**Exercise objective**
Starting with the line that contains "Summarize the content of the map as" and stopping after the line that contains "Summarize the content of this", return each line below exactly as written, with no others.

**Data in this exercise**
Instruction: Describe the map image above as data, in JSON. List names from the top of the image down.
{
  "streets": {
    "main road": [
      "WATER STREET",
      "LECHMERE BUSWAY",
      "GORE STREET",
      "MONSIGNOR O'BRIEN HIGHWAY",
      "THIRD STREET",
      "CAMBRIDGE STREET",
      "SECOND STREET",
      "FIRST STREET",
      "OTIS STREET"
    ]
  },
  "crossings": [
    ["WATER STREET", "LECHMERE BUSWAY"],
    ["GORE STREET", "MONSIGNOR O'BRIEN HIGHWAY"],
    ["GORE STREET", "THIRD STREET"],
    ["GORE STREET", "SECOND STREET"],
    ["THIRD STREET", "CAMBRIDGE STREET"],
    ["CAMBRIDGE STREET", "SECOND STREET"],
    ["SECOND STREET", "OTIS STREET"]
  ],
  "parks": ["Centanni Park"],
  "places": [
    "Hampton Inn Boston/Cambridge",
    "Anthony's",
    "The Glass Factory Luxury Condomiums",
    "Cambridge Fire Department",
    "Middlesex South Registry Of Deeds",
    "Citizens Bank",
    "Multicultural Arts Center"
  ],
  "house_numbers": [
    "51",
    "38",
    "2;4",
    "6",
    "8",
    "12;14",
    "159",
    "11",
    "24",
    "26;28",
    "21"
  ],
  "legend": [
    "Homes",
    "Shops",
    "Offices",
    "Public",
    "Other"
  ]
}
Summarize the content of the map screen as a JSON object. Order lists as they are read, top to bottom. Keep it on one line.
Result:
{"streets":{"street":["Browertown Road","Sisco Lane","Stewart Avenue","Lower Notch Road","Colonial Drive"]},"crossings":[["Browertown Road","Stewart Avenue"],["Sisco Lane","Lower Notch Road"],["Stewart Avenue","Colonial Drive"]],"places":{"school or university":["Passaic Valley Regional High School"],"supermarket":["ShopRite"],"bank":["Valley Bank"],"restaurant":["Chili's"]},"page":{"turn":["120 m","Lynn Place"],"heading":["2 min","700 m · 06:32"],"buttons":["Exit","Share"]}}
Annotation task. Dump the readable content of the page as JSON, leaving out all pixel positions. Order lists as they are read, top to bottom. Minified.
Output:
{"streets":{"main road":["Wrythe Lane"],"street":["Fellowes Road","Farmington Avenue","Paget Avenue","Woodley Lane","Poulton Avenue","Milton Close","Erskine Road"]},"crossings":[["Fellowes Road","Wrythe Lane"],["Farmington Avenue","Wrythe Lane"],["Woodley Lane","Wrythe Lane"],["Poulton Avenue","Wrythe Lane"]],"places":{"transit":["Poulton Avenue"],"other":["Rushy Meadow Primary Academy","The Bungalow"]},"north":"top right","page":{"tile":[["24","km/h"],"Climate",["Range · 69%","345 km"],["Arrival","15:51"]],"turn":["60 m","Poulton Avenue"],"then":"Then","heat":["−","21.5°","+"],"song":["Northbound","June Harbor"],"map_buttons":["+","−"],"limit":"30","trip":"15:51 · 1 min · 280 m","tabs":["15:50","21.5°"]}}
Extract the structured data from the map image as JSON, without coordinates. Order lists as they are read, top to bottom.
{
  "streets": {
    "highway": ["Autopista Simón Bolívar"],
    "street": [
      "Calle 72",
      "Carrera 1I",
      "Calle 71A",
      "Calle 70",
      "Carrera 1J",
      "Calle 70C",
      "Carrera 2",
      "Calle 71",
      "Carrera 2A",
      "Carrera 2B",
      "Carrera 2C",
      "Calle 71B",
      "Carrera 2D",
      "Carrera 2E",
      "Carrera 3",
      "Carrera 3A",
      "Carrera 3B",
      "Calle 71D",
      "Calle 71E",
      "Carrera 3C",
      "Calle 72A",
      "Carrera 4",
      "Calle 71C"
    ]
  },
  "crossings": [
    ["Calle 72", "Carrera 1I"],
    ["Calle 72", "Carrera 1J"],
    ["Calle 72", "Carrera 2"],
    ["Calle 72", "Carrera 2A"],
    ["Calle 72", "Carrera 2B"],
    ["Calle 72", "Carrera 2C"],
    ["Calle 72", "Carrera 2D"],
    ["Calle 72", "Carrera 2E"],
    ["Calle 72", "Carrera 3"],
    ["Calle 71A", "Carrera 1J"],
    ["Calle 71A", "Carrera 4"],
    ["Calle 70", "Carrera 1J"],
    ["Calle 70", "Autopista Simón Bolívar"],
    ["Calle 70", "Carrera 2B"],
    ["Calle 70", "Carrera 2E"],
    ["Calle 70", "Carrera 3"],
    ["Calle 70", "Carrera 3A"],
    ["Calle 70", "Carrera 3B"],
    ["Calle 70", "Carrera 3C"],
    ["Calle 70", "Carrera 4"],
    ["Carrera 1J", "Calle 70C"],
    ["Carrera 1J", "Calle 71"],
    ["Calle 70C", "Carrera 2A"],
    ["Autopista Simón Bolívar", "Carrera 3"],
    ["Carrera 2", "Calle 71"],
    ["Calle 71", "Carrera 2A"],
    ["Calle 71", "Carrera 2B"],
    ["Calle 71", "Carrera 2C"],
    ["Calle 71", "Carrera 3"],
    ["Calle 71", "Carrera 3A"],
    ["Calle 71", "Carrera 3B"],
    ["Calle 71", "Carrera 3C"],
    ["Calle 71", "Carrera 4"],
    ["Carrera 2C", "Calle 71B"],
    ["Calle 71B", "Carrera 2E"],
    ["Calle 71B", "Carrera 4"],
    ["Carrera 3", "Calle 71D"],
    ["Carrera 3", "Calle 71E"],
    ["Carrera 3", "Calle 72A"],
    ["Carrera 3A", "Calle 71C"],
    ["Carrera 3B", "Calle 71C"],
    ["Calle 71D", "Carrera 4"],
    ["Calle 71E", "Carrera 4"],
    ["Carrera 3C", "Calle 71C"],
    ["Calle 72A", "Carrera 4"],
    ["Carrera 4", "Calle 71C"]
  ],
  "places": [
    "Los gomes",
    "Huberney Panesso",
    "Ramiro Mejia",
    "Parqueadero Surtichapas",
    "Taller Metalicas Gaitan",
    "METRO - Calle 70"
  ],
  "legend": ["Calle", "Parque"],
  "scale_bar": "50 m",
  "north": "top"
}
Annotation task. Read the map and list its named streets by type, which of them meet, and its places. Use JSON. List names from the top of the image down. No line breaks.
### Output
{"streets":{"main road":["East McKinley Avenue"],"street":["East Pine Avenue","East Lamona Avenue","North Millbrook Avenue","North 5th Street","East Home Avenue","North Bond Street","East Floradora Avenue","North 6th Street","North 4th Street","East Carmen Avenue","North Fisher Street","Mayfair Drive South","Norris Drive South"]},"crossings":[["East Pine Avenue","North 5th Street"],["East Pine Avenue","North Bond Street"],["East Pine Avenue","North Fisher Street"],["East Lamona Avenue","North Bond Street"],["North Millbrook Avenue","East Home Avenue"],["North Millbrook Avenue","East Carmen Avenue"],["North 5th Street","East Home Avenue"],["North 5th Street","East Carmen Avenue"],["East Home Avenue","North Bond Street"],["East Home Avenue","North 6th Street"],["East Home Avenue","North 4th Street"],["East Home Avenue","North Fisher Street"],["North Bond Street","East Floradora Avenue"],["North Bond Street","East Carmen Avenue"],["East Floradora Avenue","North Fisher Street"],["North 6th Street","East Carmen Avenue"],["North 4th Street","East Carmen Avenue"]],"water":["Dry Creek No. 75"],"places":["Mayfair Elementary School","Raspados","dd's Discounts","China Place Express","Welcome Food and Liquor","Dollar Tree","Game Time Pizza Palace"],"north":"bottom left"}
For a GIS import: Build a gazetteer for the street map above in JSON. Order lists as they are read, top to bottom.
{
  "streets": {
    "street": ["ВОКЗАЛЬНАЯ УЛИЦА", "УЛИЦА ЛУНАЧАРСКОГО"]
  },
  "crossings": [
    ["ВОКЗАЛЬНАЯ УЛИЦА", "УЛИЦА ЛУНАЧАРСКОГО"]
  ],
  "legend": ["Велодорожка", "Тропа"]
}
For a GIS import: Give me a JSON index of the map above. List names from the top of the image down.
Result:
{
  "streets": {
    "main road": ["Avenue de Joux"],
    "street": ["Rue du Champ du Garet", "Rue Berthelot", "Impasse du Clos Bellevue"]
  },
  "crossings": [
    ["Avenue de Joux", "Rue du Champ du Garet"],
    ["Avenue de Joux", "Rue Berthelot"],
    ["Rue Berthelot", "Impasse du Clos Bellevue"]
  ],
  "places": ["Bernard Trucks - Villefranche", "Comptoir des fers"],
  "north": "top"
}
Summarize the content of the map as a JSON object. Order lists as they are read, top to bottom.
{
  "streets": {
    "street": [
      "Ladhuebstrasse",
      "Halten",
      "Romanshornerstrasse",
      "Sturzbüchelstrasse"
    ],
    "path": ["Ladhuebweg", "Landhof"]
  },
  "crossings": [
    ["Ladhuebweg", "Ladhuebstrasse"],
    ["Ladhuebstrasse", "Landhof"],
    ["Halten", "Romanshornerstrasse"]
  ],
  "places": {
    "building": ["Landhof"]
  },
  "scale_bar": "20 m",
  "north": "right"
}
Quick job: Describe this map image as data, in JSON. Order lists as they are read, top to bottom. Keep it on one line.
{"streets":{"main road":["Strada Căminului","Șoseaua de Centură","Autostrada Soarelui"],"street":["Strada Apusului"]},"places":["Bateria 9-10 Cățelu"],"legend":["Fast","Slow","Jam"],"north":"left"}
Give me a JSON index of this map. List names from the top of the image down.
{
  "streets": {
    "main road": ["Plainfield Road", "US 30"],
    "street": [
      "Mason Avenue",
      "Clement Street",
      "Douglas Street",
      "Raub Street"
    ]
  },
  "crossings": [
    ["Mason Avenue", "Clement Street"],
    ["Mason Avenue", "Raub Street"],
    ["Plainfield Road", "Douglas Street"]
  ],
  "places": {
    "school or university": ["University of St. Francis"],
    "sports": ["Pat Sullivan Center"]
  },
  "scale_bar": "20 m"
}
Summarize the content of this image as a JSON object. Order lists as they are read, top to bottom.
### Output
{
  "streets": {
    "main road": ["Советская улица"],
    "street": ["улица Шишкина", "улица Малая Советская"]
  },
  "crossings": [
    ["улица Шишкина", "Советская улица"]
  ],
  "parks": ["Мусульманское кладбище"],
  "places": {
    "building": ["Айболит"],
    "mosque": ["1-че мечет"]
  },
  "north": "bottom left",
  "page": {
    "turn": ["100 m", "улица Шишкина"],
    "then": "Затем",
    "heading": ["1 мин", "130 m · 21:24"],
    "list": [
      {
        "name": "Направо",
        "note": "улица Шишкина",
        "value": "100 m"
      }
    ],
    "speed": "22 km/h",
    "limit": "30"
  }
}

**Task result**
Summarize the content of the map as a JSON object. Order lists as they are read, top to bottom.
{
  "streets": {
    "street": [
      "Ladhuebstrasse",
      "Halten",
      "Romanshornerstrasse",
      "Sturzbüchelstrasse"
    ],
    "path": ["Ladhuebweg", "Landhof"]
  },
  "crossings": [
    ["Ladhuebweg", "Ladhuebstrasse"],
    ["Ladhuebstrasse", "Landhof"],
    ["Halten", "Romanshornerstrasse"]
  ],
  "places": {
    "building": ["Landhof"]
  },
  "scale_bar": "20 m",
  "north": "right"
}
Quick job: Describe this map image as data, in JSON. Order lists as they are read, top to bottom. Keep it on one line.
{"streets":{"main road":["Strada Căminului","Șoseaua de Centură","Autostrada Soarelui"],"street":["Strada Apusului"]},"places":["Bateria 9-10 Cățelu"],"legend":["Fast","Slow","Jam"],"north":"left"}
Give me a JSON index of this map. List names from the top of the image down.
{
  "streets": {
    "main road": ["Plainfield Road", "US 30"],
    "street": [
      "Mason Avenue",
      "Clement Street",
      "Douglas Street",
      "Raub Street"
    ]
  },
  "crossings": [
    ["Mason Avenue", "Clement Street"],
    ["Mason Avenue", "Raub Street"],
    ["Plainfield Road", "Douglas Street"]
  ],
  "places": {
    "school or university": ["University of St. Francis"],
    "sports": ["Pat Sullivan Center"]
  },
  "scale_bar": "20 m"
}
Summarize the content of this image as a JSON object. Order lists as they are read, top to bottom.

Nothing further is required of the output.